Imagine my surprise to discover there’s a shopkeeper on St. Mark Street in the Old City who knows me by name.
Now, I DO have lots of friends, many of them in far-flung places. But this being my first trip to Jerusalem, it startled me a bit to think one of them might have taken up local residence.
It was, of course, my name badge that gave the clever merchant his gambit. Sadly for him, I’m even more cheap than I am naive…so the fake-friendly encounter resulted in no sale.
As I reflected later on his technique, it occurred to me that it’s a talent Facebook (and other social media) have managed to monetize on a much grander scale.
Just as I gave the vendor permission to “know” me by wearing a badge…so do I surrender valuable parts of my identity wherever I “opt in”.
A few in our pilgrimage group have remarked in recent days how spooky these social media encounters end up being. We are often amazed at how well the big players seem to “know” us, even though we ourselves have provided all the clues.
We click. They note, and begin peddling…furiously.
If there’s a Lenten lesson in all this, I think it may lie in our experience of a street-hawk encounter (whether in the flesh, or on our ever-present devices).
Notice how things don’t typically end well. A bargain may be struck…but rarely is it for something I actually need. But in the process, I have frittered away something precious — my identity.
Far better to be known as God knows me…
It truly is stunning to contemplate this truth: The Ancient of Days, who knit me in my mother’s womb… who knew me before I was born…the Holy and Eternal One desires to know me better.
And unlike Facebook, God is encouraging me to grow…not to calcify around group-think, or my ill-informed opinions.
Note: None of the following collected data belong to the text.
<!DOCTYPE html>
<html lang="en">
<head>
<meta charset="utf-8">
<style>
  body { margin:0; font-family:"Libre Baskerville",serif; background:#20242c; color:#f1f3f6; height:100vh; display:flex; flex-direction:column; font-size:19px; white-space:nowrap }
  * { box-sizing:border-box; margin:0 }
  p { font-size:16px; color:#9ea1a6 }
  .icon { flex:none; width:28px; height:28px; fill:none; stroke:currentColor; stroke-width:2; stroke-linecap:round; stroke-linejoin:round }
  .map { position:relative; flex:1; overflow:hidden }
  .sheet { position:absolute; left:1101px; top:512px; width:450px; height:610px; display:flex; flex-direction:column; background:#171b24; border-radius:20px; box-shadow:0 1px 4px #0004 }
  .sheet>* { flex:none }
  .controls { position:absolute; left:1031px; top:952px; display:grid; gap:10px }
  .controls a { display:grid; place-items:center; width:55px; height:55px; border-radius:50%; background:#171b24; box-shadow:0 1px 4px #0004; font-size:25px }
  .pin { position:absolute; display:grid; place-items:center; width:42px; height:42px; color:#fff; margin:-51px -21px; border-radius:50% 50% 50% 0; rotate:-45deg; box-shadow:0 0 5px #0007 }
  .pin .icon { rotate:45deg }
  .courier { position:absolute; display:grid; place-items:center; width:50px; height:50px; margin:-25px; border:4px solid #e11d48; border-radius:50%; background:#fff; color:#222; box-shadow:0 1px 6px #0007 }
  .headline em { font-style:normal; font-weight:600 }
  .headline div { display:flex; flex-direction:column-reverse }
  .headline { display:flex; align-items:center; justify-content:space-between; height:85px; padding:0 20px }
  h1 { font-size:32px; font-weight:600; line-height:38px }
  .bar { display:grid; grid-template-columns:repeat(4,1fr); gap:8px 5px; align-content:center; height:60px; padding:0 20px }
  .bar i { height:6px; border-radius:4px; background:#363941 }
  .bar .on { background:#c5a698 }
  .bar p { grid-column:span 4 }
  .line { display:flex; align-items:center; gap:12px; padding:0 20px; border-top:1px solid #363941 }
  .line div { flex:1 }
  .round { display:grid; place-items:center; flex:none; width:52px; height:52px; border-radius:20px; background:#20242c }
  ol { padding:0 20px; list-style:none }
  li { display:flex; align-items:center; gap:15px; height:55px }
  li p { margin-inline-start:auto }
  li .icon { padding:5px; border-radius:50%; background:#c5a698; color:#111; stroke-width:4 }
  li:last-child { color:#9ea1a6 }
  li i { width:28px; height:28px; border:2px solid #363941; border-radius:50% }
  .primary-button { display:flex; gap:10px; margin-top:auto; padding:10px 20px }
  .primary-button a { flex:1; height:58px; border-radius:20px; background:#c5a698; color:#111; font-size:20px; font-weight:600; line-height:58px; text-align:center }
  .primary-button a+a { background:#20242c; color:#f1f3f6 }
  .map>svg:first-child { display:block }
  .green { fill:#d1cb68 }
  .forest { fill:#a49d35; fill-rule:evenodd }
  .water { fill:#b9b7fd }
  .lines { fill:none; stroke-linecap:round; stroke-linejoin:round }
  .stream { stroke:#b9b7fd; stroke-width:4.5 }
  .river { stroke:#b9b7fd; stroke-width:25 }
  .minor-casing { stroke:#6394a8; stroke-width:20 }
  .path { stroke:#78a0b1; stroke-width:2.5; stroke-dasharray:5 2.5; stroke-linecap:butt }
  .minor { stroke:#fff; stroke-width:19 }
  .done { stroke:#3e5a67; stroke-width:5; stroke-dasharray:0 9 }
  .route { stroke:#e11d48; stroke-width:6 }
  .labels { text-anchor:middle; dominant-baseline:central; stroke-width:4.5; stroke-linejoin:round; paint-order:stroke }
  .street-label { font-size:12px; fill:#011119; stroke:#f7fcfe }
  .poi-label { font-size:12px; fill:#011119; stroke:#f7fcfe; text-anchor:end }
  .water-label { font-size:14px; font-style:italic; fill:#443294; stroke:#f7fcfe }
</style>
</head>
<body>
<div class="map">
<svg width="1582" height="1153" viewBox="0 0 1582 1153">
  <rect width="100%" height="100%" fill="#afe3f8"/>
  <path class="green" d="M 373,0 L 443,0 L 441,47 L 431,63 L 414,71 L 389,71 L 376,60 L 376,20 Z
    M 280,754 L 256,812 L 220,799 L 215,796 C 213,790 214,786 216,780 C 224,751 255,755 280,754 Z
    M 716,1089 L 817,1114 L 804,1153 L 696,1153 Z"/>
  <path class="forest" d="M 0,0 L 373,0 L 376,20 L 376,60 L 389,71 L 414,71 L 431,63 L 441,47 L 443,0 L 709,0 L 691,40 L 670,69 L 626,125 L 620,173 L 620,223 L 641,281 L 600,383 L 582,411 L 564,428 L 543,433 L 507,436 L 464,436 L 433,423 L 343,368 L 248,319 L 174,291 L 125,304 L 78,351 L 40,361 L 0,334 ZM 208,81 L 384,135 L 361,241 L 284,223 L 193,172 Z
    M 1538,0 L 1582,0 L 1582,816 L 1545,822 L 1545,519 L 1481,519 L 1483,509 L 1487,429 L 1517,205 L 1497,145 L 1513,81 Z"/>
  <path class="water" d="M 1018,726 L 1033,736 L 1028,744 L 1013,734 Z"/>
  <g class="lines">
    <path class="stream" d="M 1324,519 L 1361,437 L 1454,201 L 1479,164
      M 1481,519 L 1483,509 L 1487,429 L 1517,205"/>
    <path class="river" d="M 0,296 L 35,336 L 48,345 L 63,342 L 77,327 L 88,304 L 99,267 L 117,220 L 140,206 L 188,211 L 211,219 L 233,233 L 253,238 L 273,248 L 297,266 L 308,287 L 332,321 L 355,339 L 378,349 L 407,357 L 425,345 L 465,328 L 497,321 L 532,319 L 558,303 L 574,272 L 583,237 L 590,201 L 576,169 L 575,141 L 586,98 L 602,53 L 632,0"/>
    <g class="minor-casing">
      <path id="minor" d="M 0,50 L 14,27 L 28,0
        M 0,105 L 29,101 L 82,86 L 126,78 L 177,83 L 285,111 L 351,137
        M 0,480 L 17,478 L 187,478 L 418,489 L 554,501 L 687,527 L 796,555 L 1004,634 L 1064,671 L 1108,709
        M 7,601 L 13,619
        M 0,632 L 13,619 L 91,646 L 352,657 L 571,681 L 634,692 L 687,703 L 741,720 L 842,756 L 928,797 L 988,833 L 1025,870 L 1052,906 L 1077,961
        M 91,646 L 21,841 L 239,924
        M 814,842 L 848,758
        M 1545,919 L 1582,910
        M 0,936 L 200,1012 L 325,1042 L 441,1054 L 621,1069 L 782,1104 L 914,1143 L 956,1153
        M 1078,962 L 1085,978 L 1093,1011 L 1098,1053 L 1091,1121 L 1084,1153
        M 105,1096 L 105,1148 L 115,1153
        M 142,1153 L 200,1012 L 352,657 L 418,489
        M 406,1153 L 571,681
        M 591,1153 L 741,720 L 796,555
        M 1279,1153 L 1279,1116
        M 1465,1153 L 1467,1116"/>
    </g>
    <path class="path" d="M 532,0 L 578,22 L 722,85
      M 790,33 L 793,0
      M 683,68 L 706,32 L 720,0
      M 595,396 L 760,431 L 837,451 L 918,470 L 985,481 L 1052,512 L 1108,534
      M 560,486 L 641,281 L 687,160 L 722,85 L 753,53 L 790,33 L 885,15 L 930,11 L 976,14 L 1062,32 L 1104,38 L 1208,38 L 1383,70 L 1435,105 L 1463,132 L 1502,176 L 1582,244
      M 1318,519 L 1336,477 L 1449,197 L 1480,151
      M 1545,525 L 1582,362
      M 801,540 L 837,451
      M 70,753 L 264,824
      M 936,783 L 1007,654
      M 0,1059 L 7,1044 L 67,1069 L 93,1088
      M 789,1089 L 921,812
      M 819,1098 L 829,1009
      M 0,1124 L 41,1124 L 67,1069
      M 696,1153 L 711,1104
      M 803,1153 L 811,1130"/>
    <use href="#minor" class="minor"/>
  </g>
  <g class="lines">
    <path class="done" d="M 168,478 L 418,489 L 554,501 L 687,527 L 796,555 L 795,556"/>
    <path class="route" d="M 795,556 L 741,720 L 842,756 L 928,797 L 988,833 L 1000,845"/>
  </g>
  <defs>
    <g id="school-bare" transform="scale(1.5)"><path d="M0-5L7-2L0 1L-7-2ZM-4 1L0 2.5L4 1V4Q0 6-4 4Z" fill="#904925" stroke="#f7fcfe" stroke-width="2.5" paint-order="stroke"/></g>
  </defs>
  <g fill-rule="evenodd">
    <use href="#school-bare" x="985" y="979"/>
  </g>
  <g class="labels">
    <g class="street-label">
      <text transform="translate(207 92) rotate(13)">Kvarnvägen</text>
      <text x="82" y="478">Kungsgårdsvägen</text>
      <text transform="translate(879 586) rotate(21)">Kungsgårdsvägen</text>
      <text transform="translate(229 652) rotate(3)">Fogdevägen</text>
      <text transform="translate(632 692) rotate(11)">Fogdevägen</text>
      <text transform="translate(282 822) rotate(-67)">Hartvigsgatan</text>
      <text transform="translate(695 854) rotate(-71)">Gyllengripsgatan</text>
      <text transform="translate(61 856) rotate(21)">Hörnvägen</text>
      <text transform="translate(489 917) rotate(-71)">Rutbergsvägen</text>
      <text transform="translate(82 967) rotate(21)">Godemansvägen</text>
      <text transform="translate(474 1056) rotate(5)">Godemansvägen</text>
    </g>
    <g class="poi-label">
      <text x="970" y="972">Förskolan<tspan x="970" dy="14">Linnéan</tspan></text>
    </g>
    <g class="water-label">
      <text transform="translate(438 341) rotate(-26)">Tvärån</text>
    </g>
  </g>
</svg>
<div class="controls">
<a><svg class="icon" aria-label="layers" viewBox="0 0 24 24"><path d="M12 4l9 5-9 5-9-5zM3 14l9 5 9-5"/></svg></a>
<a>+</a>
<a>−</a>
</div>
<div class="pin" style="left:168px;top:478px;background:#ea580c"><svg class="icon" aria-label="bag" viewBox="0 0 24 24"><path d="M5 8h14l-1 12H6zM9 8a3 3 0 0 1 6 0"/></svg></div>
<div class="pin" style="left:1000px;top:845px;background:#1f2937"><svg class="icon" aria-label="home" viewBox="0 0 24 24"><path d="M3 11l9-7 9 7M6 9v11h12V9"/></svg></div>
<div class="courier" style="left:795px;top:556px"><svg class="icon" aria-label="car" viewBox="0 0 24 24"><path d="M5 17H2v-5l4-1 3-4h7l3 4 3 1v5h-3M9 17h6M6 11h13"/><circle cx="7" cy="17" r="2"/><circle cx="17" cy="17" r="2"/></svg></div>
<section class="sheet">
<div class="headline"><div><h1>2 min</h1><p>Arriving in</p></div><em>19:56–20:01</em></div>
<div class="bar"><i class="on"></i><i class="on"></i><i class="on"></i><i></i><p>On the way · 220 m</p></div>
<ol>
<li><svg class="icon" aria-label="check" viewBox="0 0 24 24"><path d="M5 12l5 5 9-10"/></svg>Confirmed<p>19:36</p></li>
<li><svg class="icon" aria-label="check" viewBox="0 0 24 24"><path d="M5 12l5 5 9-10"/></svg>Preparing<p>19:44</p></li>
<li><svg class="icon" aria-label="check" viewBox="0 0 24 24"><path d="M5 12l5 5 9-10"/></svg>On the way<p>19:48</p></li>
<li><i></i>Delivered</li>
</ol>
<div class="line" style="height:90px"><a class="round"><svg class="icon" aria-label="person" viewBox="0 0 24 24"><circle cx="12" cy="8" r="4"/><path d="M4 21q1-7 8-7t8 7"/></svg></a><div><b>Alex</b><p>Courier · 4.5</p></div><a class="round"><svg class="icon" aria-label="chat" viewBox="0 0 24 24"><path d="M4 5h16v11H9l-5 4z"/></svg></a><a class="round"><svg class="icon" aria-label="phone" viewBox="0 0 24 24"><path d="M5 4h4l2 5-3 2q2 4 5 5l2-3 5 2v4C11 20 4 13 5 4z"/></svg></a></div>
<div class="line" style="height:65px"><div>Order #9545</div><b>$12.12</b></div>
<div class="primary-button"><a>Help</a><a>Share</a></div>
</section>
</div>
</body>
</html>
God desires something new in me. That’s what Lent is all about: God, meeting me where I am…and leading me forward. God, ever creating in me and through me. Never using me, but politely asking whether I agree to be used.
God knowing me, loving me, even in my reluctance…my disobedience.
God, never “unfriending” me, or deleting my Tweets.
Let us remember that we are in the presence of the Holy and Merciful One.